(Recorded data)
◇ ◇ ◇
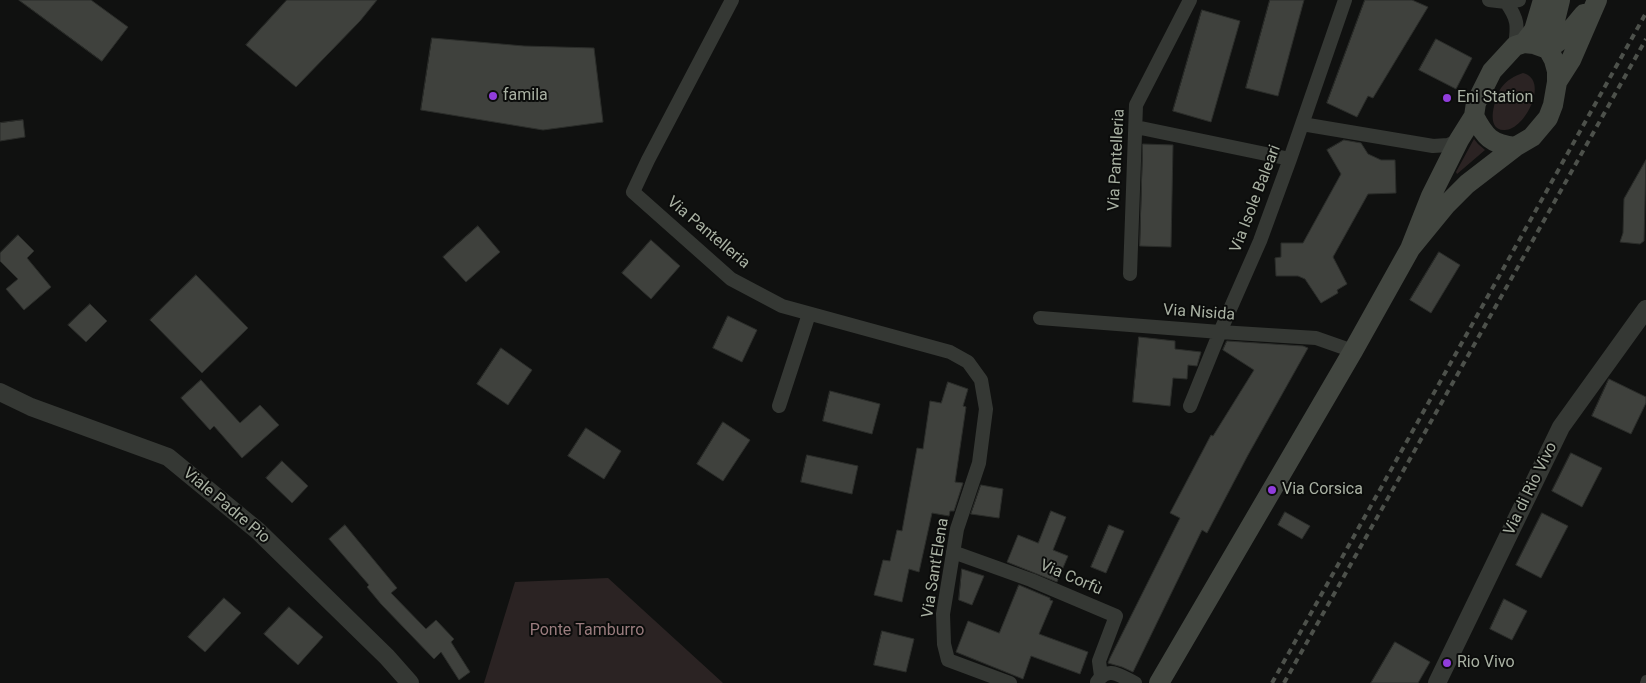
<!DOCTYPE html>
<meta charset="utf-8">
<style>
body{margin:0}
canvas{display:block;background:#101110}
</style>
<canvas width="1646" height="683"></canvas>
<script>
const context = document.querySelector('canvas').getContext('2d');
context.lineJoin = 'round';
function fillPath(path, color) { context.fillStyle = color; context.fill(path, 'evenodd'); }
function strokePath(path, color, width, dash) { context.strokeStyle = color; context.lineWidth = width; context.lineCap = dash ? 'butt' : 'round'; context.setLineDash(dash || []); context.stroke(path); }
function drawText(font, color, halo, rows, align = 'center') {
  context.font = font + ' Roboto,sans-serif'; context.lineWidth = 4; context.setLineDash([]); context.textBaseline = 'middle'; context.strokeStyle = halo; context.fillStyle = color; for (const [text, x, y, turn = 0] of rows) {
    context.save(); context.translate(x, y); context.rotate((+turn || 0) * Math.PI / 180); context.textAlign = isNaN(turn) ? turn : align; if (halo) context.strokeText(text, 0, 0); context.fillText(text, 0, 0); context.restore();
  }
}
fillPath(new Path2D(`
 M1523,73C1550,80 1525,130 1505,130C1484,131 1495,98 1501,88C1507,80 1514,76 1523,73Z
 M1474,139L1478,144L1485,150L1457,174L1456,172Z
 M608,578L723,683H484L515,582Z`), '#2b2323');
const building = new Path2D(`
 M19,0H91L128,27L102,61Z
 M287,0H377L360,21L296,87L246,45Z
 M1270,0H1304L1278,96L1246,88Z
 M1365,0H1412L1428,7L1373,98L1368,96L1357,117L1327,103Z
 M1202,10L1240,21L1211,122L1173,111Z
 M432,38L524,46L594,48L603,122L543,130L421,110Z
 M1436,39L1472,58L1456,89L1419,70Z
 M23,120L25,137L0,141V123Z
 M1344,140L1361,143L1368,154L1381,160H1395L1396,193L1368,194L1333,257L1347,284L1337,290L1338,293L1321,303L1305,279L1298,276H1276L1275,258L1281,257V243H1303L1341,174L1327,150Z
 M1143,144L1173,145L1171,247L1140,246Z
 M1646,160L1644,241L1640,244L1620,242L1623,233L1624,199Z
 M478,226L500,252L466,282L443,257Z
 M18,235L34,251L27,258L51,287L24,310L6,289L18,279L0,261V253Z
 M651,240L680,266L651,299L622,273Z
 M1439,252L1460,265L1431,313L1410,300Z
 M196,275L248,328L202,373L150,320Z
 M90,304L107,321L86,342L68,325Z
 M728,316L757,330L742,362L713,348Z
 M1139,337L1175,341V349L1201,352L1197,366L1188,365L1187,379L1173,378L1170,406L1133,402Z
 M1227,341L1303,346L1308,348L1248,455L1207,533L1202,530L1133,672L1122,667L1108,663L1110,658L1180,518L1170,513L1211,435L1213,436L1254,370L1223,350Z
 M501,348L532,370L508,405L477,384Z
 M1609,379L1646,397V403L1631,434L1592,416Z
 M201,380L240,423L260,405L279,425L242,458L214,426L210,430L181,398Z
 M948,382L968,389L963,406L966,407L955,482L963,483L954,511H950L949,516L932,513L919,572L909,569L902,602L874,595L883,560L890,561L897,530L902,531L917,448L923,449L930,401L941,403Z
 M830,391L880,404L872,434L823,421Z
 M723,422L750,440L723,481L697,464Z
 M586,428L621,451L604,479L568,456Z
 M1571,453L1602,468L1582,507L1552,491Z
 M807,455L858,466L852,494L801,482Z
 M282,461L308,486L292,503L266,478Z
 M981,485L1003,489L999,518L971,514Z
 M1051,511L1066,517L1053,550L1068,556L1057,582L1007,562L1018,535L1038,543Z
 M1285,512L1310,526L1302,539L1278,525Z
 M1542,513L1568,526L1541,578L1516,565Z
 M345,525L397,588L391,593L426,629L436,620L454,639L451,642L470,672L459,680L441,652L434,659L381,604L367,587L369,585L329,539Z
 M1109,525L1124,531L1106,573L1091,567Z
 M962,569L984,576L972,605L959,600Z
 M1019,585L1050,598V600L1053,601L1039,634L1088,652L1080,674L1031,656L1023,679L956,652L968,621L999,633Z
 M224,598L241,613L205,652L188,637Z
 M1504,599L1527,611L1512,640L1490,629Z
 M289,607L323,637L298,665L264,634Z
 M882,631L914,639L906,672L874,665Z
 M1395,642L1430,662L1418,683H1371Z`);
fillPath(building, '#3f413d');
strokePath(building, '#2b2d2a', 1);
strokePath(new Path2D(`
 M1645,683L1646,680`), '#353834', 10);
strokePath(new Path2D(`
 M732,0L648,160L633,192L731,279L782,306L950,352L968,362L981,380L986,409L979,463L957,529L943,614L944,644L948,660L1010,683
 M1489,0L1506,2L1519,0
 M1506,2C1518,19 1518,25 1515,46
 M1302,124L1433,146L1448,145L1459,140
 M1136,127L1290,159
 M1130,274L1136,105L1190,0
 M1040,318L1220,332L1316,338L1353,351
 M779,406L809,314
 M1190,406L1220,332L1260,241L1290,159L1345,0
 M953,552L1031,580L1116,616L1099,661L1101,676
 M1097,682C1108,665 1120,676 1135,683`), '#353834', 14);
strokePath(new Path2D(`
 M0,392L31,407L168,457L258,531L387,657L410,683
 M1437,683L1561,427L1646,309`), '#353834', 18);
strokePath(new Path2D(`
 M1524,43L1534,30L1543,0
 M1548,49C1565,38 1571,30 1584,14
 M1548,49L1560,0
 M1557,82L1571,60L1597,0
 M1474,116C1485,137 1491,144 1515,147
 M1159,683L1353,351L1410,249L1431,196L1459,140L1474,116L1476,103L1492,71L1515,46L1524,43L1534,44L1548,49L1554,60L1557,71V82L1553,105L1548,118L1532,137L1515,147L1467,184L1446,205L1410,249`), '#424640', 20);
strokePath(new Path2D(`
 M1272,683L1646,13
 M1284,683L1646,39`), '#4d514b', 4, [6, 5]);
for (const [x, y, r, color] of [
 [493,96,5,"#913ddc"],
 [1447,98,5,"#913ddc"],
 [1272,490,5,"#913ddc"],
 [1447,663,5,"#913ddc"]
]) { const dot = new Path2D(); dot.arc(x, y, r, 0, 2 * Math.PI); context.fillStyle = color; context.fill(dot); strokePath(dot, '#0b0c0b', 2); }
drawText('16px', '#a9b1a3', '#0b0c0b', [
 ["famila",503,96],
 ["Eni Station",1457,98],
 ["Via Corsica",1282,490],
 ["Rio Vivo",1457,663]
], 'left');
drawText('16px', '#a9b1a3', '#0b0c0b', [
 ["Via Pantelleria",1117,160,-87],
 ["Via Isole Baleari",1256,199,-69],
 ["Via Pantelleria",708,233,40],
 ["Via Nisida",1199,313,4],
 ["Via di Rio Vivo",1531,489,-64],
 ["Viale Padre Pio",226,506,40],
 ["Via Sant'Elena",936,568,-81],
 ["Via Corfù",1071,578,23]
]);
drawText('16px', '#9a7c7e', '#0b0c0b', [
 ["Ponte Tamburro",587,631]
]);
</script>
◇ ◇ ◇
For this exercise, copy each line of the data above exactly, from the first through the line containing "function drawText(font, color, halo, rows, align", and drop the pictures.

**Task output:**
<!DOCTYPE html>
<meta charset="utf-8">
<style>
body{margin:0}
canvas{display:block;background:#101110}
</style>
<canvas width="1646" height="683"></canvas>
<script>
const context = document.querySelector('canvas').getContext('2d');
context.lineJoin = 'round';
function fillPath(path, color) { context.fillStyle = color; context.fill(path, 'evenodd'); }
function strokePath(path, color, width, dash) { context.strokeStyle = color; context.lineWidth = width; context.lineCap = dash ? 'butt' : 'round'; context.setLineDash(dash || []); context.stroke(path); }
function drawText(font, color, halo, rows, align = 'center') {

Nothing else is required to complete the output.